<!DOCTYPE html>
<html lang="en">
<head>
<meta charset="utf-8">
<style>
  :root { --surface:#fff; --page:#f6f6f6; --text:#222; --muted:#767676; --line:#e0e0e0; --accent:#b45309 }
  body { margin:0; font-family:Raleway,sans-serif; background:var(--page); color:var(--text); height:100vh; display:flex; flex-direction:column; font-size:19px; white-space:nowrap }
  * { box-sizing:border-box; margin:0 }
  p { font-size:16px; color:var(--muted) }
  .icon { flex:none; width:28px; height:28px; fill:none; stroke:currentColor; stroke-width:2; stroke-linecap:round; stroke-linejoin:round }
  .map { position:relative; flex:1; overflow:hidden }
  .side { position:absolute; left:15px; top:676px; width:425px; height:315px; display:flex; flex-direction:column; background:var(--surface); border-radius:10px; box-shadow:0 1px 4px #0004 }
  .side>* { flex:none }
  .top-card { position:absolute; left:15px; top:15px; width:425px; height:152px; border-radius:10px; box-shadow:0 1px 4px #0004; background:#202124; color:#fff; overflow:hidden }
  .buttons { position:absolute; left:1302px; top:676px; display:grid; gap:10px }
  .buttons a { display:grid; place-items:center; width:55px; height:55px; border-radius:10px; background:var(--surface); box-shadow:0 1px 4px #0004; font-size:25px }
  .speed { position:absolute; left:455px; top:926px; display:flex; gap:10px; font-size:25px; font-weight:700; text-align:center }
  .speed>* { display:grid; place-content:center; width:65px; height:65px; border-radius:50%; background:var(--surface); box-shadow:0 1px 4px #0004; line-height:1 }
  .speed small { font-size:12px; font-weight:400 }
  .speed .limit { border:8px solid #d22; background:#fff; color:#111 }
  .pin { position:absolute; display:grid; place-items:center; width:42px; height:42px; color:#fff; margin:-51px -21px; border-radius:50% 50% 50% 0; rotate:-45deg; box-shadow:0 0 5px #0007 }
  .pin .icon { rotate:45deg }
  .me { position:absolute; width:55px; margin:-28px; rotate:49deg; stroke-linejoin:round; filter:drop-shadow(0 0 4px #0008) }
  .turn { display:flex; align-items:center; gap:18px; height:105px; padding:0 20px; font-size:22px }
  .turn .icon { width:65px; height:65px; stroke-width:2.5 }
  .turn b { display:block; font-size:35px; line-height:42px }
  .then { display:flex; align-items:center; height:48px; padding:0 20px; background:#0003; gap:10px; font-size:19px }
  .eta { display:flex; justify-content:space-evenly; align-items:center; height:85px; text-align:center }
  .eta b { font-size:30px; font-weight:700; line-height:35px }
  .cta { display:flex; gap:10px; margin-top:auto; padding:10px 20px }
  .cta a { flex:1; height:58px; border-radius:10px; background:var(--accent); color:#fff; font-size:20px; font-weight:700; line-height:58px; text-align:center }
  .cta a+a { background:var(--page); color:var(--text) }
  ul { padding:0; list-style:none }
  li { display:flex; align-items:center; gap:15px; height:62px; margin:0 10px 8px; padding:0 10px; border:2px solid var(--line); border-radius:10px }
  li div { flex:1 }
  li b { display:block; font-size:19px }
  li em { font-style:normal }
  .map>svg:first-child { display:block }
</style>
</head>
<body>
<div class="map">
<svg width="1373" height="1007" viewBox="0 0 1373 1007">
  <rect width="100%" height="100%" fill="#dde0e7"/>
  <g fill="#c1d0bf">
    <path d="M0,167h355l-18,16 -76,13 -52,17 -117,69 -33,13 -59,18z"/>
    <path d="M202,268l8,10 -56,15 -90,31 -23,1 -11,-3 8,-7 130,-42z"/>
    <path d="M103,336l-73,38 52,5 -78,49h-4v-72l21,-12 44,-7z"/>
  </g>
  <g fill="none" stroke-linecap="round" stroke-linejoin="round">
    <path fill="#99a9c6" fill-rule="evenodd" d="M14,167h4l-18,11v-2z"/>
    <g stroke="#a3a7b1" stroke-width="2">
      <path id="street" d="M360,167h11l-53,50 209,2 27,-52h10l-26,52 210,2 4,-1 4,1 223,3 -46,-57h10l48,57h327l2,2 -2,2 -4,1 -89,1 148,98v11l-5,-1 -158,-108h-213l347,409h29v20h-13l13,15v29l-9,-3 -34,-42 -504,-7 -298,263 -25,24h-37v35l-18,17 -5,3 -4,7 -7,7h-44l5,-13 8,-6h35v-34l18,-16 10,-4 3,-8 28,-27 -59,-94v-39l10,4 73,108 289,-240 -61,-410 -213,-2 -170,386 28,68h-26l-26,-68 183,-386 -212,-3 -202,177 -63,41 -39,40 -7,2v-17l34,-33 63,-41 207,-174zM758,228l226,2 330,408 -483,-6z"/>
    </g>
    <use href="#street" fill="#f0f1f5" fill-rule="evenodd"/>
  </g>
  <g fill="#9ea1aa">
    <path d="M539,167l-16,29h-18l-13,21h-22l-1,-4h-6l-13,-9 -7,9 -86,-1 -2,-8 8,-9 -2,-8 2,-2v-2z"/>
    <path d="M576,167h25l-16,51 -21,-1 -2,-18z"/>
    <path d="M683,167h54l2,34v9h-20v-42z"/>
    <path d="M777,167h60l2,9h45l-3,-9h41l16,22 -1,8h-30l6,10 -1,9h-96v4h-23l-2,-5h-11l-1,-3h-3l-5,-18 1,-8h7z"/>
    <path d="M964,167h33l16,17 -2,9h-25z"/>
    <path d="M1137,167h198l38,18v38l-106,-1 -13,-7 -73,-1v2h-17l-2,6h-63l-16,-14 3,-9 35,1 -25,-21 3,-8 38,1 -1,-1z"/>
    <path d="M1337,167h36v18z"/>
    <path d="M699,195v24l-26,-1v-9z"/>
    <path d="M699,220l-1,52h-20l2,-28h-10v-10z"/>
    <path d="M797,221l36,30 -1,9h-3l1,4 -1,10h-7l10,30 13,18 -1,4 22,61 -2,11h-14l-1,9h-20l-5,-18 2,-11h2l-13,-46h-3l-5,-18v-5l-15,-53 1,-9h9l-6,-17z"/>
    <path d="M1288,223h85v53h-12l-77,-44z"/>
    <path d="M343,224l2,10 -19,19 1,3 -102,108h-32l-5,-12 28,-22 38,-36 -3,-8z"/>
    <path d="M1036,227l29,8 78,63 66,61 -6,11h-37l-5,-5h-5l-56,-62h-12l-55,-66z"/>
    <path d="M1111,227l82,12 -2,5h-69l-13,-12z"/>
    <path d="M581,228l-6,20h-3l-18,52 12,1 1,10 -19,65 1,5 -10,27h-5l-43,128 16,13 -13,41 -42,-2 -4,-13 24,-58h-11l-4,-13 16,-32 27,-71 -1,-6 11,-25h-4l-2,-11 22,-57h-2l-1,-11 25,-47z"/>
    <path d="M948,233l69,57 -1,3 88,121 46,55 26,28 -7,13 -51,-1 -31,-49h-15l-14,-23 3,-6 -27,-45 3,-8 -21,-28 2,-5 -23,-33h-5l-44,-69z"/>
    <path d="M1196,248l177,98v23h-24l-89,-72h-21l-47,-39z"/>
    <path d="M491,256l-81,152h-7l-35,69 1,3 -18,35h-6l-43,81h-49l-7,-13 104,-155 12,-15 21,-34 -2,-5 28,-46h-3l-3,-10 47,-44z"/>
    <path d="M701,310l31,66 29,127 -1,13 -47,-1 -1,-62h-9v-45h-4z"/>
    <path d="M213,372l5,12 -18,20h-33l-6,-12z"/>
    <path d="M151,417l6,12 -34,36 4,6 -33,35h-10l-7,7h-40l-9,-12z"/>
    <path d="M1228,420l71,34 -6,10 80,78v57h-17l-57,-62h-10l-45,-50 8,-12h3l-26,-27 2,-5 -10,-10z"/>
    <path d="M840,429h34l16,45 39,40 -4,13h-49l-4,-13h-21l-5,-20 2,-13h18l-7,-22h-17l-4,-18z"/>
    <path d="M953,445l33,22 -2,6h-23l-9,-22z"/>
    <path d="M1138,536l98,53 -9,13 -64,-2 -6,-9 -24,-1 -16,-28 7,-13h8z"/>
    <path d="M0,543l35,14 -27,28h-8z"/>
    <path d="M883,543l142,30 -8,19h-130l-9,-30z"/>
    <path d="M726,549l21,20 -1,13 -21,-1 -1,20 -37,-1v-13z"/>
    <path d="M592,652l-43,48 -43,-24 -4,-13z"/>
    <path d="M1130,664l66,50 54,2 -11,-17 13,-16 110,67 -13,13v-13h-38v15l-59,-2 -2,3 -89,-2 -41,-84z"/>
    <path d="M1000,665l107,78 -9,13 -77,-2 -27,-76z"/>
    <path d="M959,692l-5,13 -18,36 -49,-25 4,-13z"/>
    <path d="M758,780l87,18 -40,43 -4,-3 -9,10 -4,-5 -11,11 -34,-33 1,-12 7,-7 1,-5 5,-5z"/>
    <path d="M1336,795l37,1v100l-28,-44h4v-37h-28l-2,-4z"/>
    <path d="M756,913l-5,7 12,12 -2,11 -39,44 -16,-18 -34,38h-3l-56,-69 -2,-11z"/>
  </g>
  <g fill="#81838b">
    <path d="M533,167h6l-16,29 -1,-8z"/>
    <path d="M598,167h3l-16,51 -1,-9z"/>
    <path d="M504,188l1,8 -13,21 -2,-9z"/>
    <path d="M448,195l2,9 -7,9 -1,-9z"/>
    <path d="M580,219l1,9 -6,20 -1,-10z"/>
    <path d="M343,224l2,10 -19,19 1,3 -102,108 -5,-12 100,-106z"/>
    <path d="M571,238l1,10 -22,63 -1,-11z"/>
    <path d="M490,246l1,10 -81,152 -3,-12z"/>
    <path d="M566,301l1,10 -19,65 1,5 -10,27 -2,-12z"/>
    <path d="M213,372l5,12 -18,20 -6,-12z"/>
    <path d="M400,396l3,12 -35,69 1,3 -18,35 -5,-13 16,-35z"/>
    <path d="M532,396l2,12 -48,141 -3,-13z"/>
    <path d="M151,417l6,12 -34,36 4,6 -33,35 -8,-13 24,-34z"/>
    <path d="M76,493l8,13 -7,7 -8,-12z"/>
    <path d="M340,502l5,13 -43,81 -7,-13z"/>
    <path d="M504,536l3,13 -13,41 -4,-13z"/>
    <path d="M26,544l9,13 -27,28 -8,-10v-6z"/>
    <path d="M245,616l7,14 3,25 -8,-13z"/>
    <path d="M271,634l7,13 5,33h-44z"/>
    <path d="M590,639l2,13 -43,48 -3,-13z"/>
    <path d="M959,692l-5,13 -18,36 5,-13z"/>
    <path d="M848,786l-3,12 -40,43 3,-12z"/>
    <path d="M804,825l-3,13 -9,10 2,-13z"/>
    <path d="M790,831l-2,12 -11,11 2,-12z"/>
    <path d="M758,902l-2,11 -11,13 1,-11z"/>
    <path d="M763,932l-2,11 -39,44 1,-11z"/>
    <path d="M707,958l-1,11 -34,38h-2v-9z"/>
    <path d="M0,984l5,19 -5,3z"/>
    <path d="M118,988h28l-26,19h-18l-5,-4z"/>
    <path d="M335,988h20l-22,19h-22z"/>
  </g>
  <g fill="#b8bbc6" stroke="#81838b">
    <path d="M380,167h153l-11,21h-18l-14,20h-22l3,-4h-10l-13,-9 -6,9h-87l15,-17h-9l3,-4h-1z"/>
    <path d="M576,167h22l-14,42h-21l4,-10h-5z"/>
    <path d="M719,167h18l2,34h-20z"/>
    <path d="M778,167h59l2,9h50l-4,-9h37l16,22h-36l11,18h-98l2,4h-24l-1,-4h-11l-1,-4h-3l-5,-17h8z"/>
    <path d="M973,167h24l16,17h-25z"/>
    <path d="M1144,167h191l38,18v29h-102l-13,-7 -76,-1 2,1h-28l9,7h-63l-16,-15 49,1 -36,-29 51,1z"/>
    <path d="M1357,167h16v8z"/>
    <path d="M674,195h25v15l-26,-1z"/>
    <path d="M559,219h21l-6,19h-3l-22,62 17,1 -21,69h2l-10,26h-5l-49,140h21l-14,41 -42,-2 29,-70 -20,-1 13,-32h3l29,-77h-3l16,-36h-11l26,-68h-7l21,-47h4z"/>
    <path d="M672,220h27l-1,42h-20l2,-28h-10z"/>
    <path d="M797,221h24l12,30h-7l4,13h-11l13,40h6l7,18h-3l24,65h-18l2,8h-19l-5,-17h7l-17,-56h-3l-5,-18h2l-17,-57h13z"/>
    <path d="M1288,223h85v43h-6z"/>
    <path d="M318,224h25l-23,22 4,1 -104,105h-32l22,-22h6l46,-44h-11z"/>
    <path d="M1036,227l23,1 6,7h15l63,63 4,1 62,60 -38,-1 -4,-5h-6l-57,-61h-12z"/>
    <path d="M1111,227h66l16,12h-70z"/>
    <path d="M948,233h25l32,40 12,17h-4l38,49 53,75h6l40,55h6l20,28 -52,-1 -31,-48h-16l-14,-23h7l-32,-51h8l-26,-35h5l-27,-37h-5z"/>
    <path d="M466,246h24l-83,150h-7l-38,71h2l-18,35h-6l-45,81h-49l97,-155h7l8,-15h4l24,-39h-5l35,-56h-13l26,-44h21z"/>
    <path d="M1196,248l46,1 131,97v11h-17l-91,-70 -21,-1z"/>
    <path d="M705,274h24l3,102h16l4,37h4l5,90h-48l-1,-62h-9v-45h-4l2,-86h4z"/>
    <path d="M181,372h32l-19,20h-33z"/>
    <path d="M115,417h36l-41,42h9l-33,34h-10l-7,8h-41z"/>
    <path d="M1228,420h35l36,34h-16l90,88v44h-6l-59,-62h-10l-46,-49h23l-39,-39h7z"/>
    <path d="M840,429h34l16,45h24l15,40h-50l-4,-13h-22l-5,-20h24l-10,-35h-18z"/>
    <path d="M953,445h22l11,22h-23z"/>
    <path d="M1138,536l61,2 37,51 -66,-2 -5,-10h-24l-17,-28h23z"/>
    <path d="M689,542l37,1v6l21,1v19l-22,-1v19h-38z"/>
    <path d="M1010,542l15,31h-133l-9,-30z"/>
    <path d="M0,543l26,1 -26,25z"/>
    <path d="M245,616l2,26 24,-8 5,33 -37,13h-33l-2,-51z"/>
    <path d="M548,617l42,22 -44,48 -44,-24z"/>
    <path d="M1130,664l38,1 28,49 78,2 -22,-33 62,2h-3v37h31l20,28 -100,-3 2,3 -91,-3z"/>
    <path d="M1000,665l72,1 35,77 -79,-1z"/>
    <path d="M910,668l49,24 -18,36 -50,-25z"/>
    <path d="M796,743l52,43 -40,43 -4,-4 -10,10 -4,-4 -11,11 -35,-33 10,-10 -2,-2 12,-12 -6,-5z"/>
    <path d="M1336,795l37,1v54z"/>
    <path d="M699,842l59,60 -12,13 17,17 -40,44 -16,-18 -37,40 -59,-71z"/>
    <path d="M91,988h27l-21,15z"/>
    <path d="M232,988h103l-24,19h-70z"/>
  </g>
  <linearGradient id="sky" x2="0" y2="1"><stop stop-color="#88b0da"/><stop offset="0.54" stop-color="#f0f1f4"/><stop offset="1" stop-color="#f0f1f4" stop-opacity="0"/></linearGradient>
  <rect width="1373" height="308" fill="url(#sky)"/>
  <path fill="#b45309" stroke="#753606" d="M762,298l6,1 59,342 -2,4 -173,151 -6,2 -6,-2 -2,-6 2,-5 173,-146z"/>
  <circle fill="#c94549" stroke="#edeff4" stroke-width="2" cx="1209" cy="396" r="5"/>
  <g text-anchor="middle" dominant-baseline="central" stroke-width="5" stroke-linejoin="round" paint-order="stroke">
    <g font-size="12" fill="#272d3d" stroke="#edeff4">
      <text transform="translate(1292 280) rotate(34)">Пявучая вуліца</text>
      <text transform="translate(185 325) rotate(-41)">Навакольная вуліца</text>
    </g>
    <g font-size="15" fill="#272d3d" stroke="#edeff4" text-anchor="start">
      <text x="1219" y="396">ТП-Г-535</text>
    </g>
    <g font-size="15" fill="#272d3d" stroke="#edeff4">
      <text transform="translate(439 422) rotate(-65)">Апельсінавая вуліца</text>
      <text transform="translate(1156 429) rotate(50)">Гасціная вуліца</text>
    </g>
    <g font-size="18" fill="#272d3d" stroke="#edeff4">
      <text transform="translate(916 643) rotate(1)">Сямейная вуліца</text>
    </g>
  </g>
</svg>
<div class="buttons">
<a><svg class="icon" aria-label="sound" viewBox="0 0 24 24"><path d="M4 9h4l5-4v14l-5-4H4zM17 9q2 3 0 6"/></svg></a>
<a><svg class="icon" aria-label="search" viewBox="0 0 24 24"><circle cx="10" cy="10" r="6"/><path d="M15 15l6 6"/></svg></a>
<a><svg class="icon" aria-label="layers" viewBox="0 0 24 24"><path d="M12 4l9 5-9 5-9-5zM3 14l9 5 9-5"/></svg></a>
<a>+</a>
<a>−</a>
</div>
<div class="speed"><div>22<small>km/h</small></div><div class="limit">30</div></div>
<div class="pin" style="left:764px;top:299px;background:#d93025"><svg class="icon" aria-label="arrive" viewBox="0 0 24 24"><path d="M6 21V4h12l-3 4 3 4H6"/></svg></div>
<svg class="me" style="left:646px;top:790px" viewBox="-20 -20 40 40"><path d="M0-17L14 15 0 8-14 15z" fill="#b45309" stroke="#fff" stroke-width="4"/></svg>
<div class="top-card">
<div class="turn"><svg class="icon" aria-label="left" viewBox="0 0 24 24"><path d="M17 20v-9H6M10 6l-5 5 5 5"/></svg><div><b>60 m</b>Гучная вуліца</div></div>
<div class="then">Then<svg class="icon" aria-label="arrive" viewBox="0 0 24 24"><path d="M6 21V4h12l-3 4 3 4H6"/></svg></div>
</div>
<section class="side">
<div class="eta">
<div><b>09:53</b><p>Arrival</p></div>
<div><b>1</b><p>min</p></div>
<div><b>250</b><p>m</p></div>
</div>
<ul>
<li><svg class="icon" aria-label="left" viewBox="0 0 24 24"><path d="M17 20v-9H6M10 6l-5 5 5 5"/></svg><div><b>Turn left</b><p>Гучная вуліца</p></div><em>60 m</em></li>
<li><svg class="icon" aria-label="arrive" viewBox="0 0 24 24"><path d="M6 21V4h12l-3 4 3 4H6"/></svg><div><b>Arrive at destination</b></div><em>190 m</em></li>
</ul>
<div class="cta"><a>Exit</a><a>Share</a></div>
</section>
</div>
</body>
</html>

::::::::

Begin with the first line of the listing and copy exactly through the line that contains "--surface:#fff; --page:#f6f6f6; --text:#222;", please, keeping both ends and leaving out everything after.

<!DOCTYPE html>
<html lang="en">
<head>
<meta charset="utf-8">
<style>
  :root { --surface:#fff; --page:#f6f6f6; --text:#222; --muted:#767676; --line:#e0e0e0; --accent:#b45309 }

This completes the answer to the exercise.